Despite reduced ridership and an impending financial crisis, the Bay Area Rapid Transit system is spending hundreds of millions of dollars planning to increase its capacity. In coming years, Bay Area voters may be asked first to bail out the system, and then pay for a second transbay subway tunnel that appears to be unnecessary.
Like most U.S. transit systems, BART suffered a catastrophic drop in ridership as the COVID-19 pandemic emerged in March 2020. While it has recovered some of the lost passengers, ridership levels remain well below 2019 levels and growth is stalling. Recently, BART reported mid-week ridership about 40% of 2019 budgeted levels.

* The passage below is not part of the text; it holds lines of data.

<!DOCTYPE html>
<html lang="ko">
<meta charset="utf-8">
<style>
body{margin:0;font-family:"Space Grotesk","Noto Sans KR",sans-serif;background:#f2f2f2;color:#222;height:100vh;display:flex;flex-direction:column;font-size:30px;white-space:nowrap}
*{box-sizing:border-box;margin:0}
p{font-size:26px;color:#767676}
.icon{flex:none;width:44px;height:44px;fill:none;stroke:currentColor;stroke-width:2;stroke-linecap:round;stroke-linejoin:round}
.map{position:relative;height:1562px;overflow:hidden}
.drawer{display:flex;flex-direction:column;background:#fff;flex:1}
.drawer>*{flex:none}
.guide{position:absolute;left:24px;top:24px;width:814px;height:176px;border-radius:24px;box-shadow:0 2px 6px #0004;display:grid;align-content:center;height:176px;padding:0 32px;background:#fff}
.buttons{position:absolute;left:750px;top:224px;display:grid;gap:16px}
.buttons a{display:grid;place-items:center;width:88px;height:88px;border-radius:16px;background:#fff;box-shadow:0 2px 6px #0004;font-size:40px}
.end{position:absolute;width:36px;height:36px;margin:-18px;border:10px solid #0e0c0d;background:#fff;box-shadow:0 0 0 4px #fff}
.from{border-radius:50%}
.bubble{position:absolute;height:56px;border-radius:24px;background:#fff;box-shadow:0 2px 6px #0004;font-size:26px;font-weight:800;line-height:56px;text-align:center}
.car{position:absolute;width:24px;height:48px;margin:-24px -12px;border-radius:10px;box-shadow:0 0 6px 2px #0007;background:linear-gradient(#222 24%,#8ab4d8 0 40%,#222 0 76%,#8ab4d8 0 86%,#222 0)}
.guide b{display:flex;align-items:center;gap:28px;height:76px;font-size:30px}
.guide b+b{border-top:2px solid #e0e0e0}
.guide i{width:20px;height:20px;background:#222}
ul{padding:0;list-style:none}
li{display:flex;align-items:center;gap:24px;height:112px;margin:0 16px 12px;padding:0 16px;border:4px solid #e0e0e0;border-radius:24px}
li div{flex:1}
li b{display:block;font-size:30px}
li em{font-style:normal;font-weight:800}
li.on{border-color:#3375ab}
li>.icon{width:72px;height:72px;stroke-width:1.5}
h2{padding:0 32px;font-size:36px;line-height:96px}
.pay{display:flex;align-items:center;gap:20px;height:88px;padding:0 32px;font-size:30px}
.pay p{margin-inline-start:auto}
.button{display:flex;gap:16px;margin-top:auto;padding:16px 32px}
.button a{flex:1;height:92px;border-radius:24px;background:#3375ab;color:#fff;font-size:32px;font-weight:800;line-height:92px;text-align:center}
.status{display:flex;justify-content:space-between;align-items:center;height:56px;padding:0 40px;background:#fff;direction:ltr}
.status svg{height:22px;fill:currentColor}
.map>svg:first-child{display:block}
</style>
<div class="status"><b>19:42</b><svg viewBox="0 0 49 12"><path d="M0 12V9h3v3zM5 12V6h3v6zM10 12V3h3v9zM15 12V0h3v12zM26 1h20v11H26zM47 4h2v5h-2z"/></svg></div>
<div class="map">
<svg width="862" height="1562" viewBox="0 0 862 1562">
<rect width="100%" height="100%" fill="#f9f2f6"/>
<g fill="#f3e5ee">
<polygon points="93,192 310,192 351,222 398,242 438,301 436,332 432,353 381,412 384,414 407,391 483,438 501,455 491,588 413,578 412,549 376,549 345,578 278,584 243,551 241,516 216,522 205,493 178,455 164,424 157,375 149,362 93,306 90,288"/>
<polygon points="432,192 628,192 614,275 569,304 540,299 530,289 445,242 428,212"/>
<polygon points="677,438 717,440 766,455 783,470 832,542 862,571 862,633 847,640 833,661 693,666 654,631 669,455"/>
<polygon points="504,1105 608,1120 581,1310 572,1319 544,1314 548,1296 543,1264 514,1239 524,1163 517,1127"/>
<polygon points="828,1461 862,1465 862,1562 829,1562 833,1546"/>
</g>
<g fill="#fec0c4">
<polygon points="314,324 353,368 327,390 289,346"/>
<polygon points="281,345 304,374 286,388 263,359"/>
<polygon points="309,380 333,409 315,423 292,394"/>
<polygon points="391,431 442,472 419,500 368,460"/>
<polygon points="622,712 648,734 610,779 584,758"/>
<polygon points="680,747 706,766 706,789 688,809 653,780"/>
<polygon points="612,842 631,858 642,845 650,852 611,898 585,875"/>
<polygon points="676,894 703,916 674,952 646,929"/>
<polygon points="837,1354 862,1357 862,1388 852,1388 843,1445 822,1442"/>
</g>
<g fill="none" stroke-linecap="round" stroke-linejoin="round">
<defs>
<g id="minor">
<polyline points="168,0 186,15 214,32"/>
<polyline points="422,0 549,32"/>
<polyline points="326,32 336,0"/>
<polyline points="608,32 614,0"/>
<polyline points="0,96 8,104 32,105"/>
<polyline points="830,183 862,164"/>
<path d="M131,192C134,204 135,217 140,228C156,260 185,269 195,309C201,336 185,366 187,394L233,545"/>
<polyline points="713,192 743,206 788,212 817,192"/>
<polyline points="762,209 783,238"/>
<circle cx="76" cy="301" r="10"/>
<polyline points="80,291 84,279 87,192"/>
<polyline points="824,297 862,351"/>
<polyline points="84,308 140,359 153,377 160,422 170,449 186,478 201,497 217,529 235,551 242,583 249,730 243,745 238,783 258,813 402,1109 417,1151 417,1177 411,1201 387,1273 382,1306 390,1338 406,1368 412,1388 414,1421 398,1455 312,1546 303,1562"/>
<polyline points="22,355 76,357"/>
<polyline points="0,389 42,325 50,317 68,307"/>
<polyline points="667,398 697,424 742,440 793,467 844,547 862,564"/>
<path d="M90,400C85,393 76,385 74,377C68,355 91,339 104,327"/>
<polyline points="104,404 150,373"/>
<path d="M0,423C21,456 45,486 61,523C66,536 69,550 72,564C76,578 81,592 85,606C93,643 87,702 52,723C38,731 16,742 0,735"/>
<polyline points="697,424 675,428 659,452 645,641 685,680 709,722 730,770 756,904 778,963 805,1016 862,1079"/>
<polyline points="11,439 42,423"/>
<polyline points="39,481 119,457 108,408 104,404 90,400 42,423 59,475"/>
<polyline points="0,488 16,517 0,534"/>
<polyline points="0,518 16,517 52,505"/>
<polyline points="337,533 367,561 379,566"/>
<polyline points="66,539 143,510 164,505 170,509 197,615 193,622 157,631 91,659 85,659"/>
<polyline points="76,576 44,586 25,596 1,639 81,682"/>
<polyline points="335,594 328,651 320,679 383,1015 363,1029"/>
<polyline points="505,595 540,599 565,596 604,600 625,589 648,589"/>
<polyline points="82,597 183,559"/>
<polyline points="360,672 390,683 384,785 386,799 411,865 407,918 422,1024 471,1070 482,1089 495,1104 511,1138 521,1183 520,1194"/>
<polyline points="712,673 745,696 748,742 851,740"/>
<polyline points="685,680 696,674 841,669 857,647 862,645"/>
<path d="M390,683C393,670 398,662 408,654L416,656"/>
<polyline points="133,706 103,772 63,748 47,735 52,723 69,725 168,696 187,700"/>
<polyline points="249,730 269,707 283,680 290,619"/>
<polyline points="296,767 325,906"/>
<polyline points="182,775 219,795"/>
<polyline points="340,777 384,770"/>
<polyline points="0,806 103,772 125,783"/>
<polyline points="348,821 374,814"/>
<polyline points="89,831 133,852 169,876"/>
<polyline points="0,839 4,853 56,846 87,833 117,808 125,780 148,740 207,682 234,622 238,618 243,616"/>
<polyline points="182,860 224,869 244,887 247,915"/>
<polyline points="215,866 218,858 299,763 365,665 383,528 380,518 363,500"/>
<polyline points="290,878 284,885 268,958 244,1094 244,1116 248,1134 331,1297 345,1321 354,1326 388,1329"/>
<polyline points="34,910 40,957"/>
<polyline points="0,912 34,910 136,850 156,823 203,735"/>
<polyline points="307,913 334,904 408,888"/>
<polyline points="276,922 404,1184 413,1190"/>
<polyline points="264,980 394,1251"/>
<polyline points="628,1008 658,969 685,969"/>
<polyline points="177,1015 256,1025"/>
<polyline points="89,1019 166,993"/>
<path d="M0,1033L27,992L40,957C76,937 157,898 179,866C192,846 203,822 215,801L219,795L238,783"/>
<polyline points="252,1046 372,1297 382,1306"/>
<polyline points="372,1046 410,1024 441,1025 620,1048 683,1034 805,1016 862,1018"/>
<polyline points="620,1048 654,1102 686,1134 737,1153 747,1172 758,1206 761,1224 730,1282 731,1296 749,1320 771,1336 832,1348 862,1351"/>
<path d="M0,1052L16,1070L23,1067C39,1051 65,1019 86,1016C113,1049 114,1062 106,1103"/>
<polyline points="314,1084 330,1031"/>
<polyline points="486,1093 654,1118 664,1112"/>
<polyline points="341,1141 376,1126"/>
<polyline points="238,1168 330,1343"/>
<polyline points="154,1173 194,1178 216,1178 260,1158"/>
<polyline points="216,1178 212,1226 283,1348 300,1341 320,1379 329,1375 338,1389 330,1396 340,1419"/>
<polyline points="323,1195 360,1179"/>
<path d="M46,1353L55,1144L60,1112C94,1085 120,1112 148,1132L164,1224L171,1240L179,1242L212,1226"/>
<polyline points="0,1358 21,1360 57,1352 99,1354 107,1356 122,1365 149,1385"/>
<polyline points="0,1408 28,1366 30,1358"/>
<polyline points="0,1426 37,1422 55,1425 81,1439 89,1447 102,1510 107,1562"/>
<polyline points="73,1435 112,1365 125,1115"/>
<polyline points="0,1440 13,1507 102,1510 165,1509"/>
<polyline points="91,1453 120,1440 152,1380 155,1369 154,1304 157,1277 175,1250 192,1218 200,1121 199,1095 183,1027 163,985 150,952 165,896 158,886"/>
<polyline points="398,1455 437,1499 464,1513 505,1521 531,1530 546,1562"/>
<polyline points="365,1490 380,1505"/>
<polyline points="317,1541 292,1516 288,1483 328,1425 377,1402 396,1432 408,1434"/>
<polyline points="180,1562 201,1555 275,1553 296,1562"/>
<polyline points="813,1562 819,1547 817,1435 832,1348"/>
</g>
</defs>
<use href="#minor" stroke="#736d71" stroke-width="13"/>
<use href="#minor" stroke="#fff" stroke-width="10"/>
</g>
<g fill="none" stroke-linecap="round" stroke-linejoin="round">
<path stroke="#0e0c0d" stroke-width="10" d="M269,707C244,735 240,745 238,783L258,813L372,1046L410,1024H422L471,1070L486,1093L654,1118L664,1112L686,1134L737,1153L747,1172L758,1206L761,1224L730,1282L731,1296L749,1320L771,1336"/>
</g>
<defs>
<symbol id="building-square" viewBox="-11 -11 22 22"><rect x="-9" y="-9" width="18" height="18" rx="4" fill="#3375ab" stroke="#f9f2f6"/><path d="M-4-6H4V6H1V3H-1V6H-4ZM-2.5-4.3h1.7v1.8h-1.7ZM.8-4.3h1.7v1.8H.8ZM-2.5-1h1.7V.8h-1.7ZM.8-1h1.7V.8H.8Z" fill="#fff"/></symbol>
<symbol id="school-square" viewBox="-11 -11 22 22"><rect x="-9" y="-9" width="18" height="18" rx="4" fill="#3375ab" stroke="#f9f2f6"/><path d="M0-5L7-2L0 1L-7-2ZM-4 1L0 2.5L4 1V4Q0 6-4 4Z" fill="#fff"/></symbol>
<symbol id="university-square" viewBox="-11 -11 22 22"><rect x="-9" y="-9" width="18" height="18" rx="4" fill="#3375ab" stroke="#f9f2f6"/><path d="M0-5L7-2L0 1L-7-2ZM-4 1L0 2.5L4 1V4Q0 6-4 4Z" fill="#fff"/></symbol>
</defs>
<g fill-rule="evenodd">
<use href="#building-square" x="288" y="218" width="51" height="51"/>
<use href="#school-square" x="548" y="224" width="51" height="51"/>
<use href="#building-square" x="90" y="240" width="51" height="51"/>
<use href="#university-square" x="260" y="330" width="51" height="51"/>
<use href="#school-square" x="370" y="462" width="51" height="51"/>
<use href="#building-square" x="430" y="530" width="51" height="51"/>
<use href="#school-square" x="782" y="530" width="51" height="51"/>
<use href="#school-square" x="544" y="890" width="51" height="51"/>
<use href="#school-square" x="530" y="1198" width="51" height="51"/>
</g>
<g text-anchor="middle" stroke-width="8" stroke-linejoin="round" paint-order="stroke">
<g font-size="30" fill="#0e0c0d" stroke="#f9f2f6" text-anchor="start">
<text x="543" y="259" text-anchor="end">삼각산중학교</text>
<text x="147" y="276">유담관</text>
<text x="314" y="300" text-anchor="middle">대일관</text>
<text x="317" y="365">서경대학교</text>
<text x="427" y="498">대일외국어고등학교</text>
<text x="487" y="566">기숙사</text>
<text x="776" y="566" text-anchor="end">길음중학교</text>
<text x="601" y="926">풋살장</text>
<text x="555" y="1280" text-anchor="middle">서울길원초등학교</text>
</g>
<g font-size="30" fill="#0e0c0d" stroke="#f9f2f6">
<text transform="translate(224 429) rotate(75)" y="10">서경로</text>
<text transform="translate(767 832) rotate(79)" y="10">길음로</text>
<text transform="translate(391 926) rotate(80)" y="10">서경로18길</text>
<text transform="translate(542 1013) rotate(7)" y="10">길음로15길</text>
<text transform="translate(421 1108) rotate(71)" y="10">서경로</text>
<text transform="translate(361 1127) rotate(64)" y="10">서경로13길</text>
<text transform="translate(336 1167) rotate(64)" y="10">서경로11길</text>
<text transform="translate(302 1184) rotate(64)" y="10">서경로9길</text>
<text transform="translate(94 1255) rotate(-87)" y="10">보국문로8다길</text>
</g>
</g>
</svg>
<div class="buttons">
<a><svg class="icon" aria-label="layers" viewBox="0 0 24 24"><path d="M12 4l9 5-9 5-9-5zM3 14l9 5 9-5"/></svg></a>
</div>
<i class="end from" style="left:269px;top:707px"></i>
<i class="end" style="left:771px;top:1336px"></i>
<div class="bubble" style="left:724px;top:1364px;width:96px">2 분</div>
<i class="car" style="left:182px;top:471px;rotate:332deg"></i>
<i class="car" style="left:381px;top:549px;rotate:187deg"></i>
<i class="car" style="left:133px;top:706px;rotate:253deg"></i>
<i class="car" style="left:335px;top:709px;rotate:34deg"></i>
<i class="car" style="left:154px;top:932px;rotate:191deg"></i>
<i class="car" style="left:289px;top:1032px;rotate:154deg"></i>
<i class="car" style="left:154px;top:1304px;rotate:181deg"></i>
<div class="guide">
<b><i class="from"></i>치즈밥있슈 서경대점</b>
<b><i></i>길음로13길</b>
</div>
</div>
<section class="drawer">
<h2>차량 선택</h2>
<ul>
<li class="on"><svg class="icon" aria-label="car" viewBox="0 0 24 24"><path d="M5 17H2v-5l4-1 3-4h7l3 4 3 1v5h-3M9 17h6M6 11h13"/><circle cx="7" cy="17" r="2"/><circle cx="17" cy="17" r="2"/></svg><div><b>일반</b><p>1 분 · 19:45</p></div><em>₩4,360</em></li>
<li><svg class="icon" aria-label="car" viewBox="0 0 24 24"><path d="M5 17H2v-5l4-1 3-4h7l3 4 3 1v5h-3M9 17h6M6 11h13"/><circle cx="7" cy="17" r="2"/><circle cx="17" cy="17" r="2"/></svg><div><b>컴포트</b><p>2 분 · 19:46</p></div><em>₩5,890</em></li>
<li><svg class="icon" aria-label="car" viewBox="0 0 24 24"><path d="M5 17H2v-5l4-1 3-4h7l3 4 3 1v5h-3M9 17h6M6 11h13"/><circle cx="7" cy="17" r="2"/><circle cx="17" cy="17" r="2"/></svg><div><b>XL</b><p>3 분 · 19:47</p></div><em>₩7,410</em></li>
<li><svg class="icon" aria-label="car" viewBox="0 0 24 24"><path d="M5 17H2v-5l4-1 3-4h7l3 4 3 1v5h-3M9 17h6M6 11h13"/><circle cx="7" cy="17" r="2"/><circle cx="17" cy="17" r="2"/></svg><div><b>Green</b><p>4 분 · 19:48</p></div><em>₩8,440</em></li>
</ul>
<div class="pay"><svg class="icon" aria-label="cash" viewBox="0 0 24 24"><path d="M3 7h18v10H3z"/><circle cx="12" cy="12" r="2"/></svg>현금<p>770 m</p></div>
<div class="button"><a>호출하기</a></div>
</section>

BART is experiencing a slower recovery than systems in some other metropolitan areas because the Bay Area’s tech-heavy workforce can more easily work remotely. Further, the region has experienced a population decline, and some commuters have opted to drive due to concerns over BART’s safety and cleanliness.
As a result, BART has experienced a steep drop in fare revenue and is only able to maintain current service levels by virtue of extraordinary federal aid provided in response to the pandemic. That aid is now expected to run out in 2025, at which point a new revenue source will be needed to avoid deep service cuts. That revenue source could be a new tax which will have to be approved by local voters as early as November 2024, but more likely in 2026. Meanwhile, BART is teaming up with other California transit agencies to seek increased state subsidies from the legislature—a heavy lift as California faces revenue shortfalls and a large 2023–24 budget deficit.